**Assignment:** In the data below, the answer is the run of lines from the line containing "context.strokeStyle = color;" through the line containing "context.font = font", both included; print it exactly and nothing else.
---------- Extracted entries ----------
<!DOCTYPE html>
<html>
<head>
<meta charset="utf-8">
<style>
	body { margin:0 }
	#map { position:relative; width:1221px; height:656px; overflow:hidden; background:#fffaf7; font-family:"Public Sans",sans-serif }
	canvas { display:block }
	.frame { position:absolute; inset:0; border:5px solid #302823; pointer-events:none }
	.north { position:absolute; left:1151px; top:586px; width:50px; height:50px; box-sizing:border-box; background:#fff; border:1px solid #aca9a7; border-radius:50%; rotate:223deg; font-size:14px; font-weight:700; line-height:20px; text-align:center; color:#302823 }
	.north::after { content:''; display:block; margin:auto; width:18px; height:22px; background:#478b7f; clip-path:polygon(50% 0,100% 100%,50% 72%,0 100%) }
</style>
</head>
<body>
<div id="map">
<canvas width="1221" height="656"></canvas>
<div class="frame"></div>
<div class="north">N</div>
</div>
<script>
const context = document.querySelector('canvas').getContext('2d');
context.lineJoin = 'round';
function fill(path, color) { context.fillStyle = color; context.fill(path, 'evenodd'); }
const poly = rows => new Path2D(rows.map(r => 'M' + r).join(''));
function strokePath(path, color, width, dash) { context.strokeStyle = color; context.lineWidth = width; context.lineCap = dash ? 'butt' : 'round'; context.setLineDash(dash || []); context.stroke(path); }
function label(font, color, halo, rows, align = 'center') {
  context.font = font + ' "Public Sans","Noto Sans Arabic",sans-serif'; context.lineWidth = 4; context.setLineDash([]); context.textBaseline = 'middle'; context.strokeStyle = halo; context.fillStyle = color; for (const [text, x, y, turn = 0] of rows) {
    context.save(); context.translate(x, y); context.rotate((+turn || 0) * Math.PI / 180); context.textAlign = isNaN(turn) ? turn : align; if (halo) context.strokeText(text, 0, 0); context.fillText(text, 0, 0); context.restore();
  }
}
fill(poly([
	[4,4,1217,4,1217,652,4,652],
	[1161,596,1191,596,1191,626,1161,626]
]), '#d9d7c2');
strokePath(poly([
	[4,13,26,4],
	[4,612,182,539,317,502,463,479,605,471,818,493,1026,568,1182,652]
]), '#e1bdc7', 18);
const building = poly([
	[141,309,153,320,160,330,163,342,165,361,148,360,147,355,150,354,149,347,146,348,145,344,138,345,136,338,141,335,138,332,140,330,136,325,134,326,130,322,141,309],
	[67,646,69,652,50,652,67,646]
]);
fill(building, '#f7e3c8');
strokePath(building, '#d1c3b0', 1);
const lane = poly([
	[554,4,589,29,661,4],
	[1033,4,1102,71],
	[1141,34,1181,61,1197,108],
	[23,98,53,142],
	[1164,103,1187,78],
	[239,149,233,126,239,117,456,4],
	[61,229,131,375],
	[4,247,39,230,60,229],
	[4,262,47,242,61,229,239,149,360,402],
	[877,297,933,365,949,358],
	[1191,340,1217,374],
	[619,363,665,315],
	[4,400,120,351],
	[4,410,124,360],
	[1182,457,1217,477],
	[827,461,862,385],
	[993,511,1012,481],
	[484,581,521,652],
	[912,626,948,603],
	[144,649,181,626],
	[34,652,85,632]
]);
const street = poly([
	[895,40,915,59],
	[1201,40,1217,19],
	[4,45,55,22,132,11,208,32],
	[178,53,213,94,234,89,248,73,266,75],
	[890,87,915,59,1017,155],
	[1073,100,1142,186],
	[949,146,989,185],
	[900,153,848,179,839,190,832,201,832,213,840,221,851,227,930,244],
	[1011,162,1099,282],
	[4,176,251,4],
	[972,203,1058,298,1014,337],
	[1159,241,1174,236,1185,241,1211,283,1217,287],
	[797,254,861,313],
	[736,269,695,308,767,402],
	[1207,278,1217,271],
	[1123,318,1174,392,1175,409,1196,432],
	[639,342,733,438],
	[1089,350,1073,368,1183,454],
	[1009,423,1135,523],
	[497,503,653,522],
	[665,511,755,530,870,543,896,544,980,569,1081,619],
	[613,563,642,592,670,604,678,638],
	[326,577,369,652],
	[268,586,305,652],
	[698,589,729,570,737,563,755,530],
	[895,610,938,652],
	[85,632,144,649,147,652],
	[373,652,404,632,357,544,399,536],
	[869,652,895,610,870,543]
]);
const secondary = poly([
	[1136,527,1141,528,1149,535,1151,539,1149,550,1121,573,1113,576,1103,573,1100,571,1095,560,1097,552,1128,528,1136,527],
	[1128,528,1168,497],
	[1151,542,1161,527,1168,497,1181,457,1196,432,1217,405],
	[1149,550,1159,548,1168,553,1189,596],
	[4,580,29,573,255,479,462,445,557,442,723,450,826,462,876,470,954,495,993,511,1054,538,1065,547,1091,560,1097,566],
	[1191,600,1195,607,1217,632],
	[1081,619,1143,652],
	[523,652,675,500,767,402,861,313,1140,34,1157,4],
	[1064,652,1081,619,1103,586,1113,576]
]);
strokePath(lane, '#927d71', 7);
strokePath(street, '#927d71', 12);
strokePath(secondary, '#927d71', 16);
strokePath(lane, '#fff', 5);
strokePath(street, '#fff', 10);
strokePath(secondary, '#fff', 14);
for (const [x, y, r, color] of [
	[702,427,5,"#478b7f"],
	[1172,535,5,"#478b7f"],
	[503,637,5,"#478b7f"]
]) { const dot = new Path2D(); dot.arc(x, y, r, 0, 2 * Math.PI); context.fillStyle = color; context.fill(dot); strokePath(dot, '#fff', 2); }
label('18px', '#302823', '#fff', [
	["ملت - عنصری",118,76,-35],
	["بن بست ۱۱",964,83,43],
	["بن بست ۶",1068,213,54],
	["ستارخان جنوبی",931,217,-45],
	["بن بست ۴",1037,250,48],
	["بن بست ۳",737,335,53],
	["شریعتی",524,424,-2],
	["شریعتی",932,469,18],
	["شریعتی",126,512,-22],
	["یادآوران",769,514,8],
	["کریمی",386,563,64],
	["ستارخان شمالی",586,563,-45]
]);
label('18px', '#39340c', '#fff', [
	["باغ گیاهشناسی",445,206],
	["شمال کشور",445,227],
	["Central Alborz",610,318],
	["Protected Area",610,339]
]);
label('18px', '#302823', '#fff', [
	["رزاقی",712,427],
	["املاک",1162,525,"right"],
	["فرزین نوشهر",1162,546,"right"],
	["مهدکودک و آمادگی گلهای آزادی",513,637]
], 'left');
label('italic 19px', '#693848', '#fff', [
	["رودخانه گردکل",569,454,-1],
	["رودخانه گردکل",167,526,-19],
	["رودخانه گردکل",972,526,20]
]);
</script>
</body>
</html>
----------
---------- Extracted entries ----------
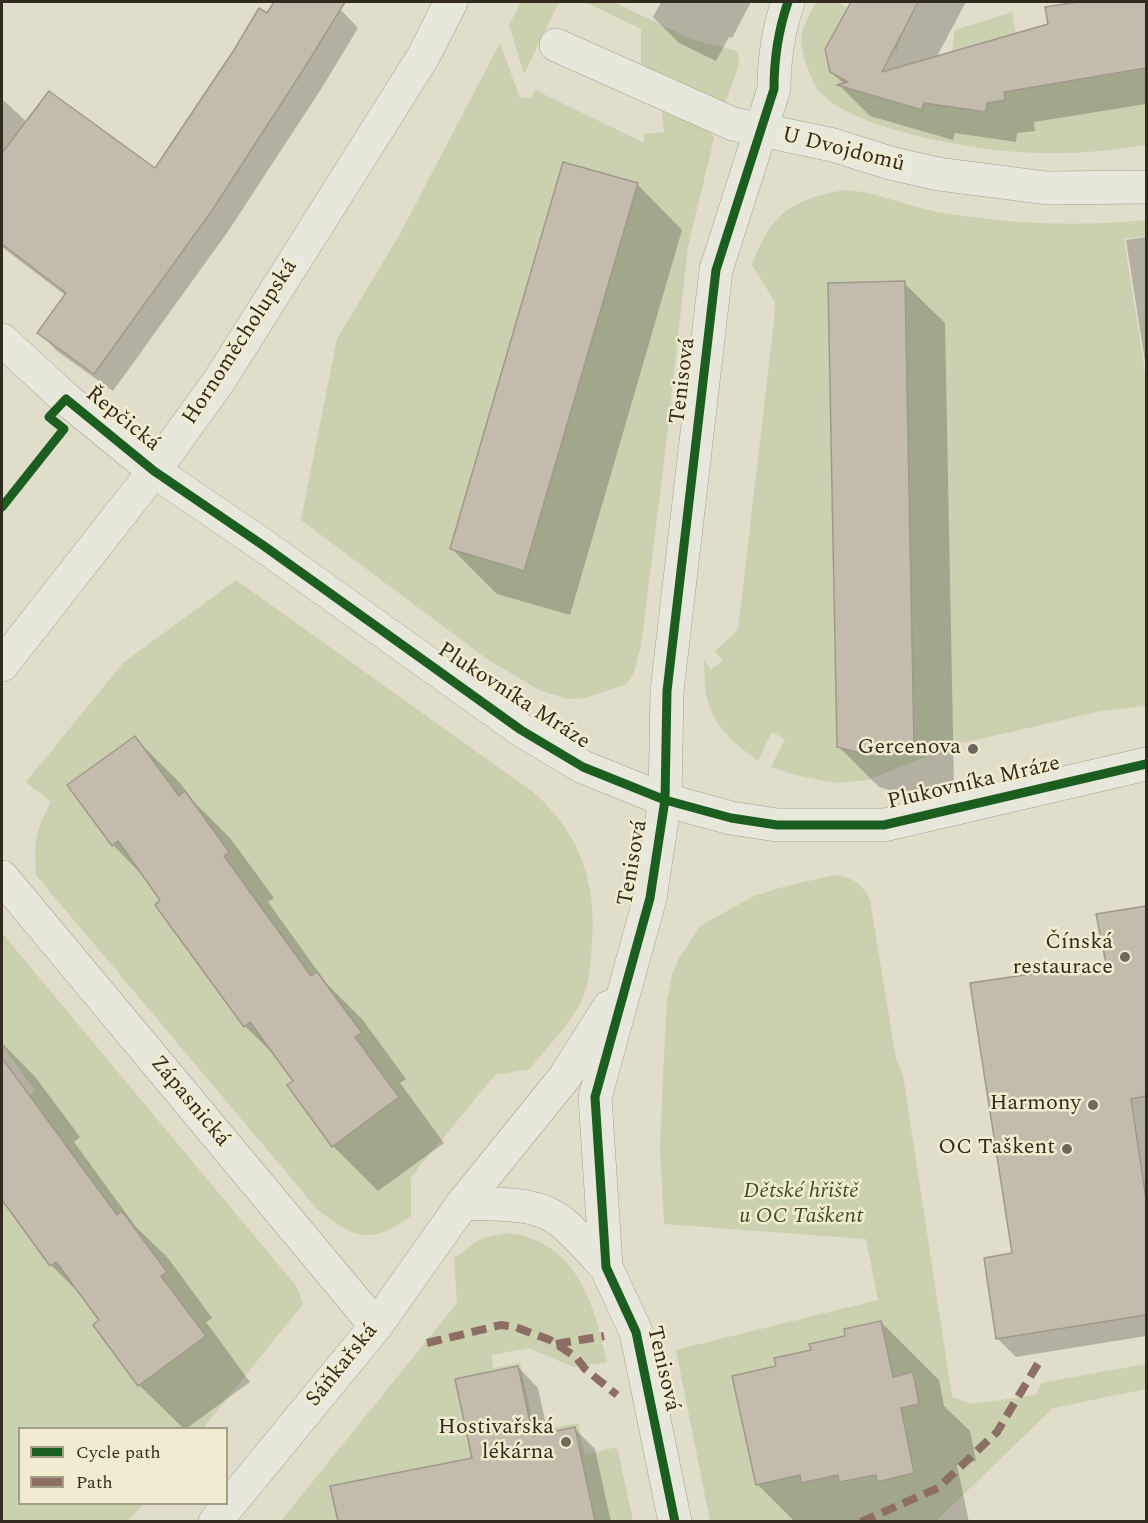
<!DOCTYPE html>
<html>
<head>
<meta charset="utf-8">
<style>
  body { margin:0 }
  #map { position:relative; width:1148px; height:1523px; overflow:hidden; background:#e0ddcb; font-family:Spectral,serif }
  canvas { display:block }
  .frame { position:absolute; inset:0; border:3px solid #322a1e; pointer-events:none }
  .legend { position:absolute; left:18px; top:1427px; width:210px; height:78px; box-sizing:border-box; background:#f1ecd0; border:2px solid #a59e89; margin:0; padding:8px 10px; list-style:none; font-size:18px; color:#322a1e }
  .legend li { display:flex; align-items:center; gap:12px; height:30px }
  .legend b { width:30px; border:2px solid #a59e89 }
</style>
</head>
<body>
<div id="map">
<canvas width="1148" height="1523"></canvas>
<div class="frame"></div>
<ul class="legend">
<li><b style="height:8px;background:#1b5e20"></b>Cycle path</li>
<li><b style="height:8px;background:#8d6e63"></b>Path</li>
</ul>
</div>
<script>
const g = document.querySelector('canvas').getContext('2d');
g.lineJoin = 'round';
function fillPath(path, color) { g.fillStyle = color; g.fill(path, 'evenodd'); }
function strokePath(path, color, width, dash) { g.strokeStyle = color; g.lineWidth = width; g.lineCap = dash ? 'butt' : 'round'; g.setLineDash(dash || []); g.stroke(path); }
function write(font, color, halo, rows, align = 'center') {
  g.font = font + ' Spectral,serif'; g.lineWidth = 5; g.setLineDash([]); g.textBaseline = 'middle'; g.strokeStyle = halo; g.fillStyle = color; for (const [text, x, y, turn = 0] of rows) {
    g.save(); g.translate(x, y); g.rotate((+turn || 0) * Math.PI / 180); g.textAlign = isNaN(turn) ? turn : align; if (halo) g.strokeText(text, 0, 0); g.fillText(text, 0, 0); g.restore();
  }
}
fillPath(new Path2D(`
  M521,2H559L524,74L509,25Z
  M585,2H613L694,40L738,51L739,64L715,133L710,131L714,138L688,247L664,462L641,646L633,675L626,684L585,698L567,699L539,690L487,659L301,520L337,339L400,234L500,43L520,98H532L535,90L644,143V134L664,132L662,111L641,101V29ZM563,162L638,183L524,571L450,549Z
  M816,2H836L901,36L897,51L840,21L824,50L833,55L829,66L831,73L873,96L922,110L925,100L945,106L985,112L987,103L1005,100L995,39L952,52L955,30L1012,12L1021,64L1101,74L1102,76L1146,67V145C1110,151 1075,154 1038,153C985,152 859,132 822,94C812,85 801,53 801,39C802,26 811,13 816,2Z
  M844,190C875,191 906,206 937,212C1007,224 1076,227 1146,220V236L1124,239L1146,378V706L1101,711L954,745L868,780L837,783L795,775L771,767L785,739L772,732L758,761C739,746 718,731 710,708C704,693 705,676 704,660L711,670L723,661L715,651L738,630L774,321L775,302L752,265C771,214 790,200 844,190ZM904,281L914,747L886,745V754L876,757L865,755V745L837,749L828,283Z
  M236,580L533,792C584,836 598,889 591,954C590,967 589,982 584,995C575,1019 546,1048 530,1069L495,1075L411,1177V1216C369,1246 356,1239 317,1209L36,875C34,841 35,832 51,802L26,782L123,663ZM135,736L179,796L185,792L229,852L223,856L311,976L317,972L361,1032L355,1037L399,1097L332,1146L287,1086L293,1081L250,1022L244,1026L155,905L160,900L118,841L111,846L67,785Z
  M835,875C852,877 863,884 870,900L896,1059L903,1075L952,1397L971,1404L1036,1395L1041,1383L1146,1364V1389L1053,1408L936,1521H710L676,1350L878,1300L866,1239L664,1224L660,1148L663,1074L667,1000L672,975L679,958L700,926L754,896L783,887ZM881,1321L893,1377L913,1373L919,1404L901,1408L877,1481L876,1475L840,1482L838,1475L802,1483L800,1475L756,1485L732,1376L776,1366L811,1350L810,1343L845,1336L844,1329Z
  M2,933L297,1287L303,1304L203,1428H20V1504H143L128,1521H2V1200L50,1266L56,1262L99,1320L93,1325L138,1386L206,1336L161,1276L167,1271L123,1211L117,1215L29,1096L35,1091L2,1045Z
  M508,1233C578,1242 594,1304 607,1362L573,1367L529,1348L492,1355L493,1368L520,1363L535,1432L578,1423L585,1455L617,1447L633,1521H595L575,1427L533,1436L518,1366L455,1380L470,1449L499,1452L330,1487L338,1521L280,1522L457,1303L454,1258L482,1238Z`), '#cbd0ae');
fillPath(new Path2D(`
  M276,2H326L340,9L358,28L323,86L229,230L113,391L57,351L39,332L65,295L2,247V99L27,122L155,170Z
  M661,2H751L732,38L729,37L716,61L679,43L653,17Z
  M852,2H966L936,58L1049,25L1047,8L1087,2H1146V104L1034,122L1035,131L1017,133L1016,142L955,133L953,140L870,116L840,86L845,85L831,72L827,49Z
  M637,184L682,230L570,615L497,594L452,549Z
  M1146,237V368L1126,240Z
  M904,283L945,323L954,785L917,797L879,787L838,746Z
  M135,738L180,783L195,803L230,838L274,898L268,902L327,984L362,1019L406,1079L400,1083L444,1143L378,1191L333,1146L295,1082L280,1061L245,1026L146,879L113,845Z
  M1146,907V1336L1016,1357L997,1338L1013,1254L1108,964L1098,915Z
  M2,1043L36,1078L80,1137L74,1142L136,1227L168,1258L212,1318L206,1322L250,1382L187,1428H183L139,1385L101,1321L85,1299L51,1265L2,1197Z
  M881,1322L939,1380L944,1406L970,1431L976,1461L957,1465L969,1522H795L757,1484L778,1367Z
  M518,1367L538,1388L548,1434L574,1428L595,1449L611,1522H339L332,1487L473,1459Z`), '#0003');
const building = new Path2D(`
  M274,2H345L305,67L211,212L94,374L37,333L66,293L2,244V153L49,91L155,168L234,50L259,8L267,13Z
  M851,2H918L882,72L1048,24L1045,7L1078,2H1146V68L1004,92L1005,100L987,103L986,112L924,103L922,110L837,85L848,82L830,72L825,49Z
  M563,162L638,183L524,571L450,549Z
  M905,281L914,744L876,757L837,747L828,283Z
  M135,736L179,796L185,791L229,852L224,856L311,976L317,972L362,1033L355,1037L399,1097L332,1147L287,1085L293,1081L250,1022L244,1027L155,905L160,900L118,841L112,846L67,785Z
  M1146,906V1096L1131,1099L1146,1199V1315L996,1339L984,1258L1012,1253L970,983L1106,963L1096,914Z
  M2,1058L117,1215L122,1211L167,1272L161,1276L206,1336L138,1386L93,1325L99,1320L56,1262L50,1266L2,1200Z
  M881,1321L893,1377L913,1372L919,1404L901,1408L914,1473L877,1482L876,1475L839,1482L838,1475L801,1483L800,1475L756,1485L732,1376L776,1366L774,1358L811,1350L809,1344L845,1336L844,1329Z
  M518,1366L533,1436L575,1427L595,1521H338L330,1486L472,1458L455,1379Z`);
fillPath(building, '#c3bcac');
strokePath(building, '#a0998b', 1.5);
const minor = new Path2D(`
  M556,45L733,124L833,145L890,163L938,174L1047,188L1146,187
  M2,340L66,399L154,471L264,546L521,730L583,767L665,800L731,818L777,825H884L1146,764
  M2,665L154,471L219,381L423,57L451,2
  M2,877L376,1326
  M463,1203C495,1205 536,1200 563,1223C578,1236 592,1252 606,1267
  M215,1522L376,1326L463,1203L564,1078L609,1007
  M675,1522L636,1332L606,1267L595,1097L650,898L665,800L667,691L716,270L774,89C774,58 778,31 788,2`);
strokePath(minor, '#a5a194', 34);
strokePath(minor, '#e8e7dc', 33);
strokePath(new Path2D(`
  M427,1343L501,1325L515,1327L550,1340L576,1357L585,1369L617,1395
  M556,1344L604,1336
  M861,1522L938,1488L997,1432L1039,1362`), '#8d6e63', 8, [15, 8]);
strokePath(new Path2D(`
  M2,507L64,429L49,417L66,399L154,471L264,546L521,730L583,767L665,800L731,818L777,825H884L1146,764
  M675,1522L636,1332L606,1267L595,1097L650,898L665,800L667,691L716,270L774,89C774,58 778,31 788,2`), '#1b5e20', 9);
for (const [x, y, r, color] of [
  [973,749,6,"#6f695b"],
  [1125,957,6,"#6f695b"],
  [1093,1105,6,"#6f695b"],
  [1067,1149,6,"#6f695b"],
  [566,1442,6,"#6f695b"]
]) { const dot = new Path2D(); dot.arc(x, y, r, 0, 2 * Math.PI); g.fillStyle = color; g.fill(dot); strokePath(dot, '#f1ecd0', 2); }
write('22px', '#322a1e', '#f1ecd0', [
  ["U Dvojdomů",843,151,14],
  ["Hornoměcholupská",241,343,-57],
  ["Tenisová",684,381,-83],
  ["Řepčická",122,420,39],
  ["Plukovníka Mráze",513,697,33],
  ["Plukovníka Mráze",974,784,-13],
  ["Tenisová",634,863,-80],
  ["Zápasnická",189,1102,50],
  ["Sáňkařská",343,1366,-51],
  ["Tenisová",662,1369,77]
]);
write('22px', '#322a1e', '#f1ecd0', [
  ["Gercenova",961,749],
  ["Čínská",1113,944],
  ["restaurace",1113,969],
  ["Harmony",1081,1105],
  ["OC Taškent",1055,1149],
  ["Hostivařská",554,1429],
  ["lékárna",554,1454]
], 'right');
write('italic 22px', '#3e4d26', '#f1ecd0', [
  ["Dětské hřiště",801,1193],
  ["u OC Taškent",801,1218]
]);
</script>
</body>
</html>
----------
**Solved problem:**
function strokePath(path, color, width, dash) { context.strokeStyle = color; context.lineWidth = width; context.lineCap = dash ? 'butt' : 'round'; context.setLineDash(dash || []); context.stroke(path); }
function label(font, color, halo, rows, align = 'center') {
  context.font = font + ' "Public Sans","Noto Sans Arabic",sans-serif'; context.lineWidth = 4; context.setLineDash([]); context.textBaseline = 'middle'; context.strokeStyle = halo; context.fillStyle = color; for (const [text, x, y, turn = 0] of rows) {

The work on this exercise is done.